ヨハネの福音書7章1~13節

そこで、イエスは彼らに言われた。「わたしの時はまだ来て
いません。しかし、あなたがたの時はいつでも用意ができて
います。…あなたがたは祭りに上って行きなさい。わたしは
この祭りに上って行きません。わたしの時はまだ満ちていな
いのです。」
     ヨハ
ネの福音書7章6、8節(p192)

序 論) 主イエスは弟子たちとガリラヤでの宣教を続けら
れました。(1) ユダヤの三大祭りの一つの仮庵の祭り(九月
下旬~十月頃行われる収穫感謝祭)が近づいていました。
 主イエスと主の兄弟たちとの対話や成されたことを通し
て示されることは…

1.神様のご計画の中で定められた「時」
 仮庵の祭りは、収穫感謝とともに出エジプトの後の荒野

の旅を思い起す意味もありました。
                   (レビ記23章42節p221)
 祭りが近づき、エルサレムにユダヤの国中から大勢の人
が集まっていました。神殿で神様を礼拝し、感謝のいけに
えを献げるためです。
 主の兄弟たちは、主イエスにユダヤに行くことを勧めま
す。(3-4)(マルコの福音書6章3節p76参照)
 そしてエルサレムに上ってご自身の奇跡や癒しのみわざ
を行う力を公に現わすようにと言いました。
 現世的な利益を求めていた彼らは、主イエスを神の御子、
救い主(キリスト)と信じていませんでした。(5)
 主は「わたしの時はまだ来ていません。…」(6)と言われ、
彼らの勧めを退けられました。
   (ヨハネの福音書2章4節p178参照)
 主イエスはご自分に対する世の人々の憎しみや(7)、ご自
分を亡き者しようとしているユダヤ人たち(宗教指導者た
ち)(1)の策動についてもよくご存じでした。
 主イエスは、兄弟たちに祭りに行くように言われます。
(8) そしてご自身はガリラヤにとどまられました。
 ここでの「時」は、「正しい時、適切な時、好機」と
いう意味です。
 そして主イエスが言われた「わたしの時」(6、8)とは、
主が十字架にかかられるために神様が「定められた時」を
指しています。
 主の兄弟たちは、神様のご計画をまだ何も知らず、それ
とは無関係に過ごし、世の人々と同じ様に生活していたの
です。

 2. 主が栄光を受けられる時
 兄弟たちが他の巡礼者たちと祭りに上った後で、主イエス

は目立たないようにエルサレムに行かれました。
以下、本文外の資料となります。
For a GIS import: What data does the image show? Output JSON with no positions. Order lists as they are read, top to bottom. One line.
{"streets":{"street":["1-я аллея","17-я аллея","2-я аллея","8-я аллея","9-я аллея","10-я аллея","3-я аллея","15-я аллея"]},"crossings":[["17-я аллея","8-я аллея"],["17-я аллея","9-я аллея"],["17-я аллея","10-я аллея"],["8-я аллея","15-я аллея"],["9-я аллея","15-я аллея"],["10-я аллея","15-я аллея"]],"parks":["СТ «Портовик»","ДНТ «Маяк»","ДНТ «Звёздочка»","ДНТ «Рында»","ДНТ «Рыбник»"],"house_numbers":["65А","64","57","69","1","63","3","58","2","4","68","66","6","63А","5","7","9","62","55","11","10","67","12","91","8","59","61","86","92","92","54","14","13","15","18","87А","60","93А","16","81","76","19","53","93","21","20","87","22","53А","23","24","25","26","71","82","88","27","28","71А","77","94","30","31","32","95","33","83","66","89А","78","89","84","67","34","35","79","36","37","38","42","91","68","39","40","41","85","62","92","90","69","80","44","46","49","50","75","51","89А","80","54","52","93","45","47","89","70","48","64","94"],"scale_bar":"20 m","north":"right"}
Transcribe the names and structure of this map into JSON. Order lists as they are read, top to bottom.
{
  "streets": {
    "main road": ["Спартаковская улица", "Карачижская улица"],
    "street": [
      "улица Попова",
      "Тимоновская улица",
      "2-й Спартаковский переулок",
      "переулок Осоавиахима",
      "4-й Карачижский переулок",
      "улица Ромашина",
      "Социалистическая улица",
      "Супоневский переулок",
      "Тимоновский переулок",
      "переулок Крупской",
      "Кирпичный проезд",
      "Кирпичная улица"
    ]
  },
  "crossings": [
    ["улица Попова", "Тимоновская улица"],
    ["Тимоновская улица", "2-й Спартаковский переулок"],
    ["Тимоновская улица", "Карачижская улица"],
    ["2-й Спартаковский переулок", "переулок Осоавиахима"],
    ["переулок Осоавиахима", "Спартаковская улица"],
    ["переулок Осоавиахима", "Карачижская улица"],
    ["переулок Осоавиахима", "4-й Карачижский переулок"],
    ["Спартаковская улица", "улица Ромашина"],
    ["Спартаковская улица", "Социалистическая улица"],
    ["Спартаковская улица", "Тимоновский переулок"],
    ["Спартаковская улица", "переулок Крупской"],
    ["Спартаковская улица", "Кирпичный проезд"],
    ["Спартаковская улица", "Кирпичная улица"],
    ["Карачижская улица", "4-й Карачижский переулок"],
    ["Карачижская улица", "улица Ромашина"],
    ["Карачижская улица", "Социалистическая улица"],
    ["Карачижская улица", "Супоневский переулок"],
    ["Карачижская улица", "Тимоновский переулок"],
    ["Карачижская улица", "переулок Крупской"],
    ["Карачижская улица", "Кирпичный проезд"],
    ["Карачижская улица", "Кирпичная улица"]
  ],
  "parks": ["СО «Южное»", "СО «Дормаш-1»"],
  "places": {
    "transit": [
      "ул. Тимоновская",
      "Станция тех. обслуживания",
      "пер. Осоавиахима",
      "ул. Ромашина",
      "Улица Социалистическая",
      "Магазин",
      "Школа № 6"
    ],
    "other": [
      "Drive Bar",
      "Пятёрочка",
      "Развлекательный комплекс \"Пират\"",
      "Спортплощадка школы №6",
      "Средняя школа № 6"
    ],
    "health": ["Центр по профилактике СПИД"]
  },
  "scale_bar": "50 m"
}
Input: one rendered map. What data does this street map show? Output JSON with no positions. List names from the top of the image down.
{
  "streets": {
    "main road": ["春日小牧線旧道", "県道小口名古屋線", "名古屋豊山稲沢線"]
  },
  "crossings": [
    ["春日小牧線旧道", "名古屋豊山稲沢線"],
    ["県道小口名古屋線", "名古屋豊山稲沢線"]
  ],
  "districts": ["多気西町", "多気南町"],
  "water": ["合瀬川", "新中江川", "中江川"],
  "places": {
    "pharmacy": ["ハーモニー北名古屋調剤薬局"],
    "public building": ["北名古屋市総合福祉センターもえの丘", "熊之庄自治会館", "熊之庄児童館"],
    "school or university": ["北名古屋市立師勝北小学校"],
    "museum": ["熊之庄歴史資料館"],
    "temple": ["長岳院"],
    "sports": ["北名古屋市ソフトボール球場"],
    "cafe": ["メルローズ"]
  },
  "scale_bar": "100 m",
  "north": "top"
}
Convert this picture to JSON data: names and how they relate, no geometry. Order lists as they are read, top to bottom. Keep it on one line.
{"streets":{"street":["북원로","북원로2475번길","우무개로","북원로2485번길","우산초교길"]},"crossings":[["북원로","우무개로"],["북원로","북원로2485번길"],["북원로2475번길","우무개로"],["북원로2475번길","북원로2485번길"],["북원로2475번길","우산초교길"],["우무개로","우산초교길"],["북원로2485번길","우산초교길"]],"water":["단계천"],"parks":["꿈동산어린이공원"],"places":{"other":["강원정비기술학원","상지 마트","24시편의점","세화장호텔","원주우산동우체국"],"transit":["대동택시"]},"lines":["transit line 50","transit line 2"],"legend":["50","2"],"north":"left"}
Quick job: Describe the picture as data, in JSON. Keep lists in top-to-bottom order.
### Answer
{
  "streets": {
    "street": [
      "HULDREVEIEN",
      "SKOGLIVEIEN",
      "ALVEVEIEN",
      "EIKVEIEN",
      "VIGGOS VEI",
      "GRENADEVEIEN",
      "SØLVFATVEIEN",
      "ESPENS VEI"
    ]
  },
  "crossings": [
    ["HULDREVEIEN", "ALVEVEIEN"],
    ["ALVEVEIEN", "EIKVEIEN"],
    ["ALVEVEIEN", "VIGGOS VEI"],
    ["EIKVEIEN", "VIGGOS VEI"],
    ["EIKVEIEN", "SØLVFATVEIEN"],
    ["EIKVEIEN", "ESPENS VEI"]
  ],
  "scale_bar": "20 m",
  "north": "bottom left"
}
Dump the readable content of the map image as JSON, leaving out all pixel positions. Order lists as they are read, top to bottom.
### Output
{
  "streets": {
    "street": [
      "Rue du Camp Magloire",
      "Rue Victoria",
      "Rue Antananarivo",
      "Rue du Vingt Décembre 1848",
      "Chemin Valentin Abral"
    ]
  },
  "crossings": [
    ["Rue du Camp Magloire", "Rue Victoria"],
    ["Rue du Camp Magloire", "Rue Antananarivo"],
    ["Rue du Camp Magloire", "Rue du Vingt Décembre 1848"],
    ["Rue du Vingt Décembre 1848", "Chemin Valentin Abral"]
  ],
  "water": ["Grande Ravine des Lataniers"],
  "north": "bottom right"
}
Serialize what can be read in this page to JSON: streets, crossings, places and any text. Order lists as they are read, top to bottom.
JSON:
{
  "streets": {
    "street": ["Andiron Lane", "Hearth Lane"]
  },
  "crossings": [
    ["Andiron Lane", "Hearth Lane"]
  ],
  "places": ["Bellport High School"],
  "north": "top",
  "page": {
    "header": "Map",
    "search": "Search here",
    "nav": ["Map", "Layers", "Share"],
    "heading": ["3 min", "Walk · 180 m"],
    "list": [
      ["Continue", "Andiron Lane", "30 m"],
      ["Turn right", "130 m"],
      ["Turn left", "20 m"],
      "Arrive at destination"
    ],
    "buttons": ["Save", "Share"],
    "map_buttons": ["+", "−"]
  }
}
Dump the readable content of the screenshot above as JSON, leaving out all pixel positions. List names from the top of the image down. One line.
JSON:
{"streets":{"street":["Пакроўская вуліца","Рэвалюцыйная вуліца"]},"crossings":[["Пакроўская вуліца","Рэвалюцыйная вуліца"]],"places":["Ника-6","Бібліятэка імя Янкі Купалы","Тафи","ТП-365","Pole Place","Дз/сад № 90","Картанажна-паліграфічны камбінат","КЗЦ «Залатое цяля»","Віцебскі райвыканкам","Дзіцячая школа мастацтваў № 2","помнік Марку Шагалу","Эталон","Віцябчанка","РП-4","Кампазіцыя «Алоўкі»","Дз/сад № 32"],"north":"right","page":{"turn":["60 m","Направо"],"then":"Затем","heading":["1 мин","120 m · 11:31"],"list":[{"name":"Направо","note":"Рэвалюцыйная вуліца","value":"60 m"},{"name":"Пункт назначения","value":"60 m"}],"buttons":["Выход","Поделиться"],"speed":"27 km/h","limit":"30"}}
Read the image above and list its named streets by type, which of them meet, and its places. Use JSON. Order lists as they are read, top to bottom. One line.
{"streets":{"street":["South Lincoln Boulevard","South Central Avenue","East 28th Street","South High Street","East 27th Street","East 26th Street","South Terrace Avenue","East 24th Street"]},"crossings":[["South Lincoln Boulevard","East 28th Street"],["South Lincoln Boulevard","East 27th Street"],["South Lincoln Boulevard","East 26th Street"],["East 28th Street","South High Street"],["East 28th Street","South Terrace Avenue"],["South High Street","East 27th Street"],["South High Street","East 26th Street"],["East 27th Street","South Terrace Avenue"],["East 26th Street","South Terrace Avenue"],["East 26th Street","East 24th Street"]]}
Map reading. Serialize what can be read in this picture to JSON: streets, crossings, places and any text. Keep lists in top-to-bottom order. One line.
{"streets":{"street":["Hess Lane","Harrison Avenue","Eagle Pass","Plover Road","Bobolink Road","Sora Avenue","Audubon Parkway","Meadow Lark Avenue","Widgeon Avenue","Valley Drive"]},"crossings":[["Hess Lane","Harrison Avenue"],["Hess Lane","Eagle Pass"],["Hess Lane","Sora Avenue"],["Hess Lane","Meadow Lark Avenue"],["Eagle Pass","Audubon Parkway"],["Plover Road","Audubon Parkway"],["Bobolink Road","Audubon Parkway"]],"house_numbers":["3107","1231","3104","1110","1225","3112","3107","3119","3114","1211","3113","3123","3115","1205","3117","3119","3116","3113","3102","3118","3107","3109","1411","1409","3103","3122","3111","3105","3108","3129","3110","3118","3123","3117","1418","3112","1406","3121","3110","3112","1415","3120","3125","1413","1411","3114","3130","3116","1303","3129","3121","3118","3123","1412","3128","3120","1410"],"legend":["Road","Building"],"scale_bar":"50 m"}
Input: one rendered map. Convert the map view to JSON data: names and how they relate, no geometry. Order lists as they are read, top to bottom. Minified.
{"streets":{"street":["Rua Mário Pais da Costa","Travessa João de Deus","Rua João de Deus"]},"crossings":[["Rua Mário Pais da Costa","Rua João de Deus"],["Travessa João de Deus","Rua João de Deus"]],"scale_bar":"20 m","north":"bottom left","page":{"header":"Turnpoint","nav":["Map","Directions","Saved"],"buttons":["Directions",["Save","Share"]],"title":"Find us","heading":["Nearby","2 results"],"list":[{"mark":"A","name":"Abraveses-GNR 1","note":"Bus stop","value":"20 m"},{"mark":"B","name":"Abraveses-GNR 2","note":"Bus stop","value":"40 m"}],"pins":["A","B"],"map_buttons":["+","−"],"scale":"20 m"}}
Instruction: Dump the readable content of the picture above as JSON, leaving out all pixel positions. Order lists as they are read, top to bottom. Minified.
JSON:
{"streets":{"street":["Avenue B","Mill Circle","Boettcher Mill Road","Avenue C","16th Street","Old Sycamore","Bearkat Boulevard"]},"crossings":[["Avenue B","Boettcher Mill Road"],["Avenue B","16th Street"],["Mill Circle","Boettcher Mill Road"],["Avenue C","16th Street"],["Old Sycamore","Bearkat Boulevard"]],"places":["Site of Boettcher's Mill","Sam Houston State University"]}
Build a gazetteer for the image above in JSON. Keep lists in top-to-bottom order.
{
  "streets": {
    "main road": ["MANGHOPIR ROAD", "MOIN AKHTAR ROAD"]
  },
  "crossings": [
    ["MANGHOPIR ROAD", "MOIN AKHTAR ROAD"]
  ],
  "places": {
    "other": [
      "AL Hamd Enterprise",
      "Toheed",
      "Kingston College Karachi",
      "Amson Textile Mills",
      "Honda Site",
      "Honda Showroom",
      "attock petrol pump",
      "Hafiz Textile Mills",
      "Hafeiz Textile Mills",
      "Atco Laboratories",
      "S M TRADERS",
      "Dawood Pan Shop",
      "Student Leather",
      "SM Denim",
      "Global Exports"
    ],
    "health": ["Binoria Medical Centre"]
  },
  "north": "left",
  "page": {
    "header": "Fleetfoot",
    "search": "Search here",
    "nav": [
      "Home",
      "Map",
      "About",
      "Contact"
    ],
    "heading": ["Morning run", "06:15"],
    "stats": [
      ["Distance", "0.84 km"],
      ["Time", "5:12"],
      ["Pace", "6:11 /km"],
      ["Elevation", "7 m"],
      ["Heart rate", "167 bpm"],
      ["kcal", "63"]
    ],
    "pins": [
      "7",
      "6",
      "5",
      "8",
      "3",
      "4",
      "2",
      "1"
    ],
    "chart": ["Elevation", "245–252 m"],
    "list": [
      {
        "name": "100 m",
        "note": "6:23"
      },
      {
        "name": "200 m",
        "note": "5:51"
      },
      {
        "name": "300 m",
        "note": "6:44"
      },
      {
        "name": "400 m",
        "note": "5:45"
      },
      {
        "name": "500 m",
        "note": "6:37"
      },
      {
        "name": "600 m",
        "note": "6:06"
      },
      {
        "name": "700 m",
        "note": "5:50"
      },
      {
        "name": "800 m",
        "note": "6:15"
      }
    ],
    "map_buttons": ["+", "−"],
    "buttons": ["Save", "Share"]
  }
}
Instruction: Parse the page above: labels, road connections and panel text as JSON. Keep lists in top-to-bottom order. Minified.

(10)
 主は兄弟たちの意図(3-4)には同意されませんでしたが、
祭りに上る別の目的を持っておられました。
 その後、主イエスと弟子たちがエルサレムに来られたこ
とが知れ渡りました。ユダヤ人たちは、主を捜します。(11)
 群衆は、主イエスの御姿をもう一度見たいと願っていま
した。そして、主のことをいろいろ話します。(12)
 彼らの意見は分かれ、「良い人だ」という人もいれば、
「群衆を惑わしているのだ」という人もいました。
 しかし、ユダヤ人たちを恐れてだれも主イエスについて
公に語る者はいませんでした。(13)
 このときは、主イエスが十字架にあげられる時はまだ来
ていませんでした。
 この後、主イエスはユダヤ人たちと議論されます。
 (7章14節~8章59節)
 この仮庵の祭りのときではなく、後の過越の祭り(春の
祭り)のとき、主イエスは十字架に渡されます。
              (ヨハネの福音書13章1節p211等)
 十字架の時は、主の栄光が現わされる時でした。
 主イエスは十字架にかかられ、贖いのみわざを成し遂げて
くださいました。
 その後、主は復活、昇天し、父なる神様の右に着座され、
栄光を受けられます。
 主の復活の後、兄弟たちも主の弟子たちとともに行動す
るようになりました。
               (使徒の働き1章14節p233)
 後に主の兄弟ヤコブは初代エルサレム教会の指導者とし
て教会に仕えました。(使徒の働き15章13節p265)

結 論)主イエスが父なる神様の右に着座された後、聖霊が
弟子たちに降りました。
              (使徒の働き2章1-4節p233)
 主イエスは「約束された聖霊を御父から受けて、今あな
たがたが目にし、耳にしている聖霊を注いでくださったの
です。」(使徒の働き2章33節p235)
 主イエスを神の御子、救い主と信じ受け入れる全ての者
のうちに聖霊が与えられる時が来たのです。
 さらなる主の栄光の時であるご再臨を日々待ち望みつつ
歩みましょう。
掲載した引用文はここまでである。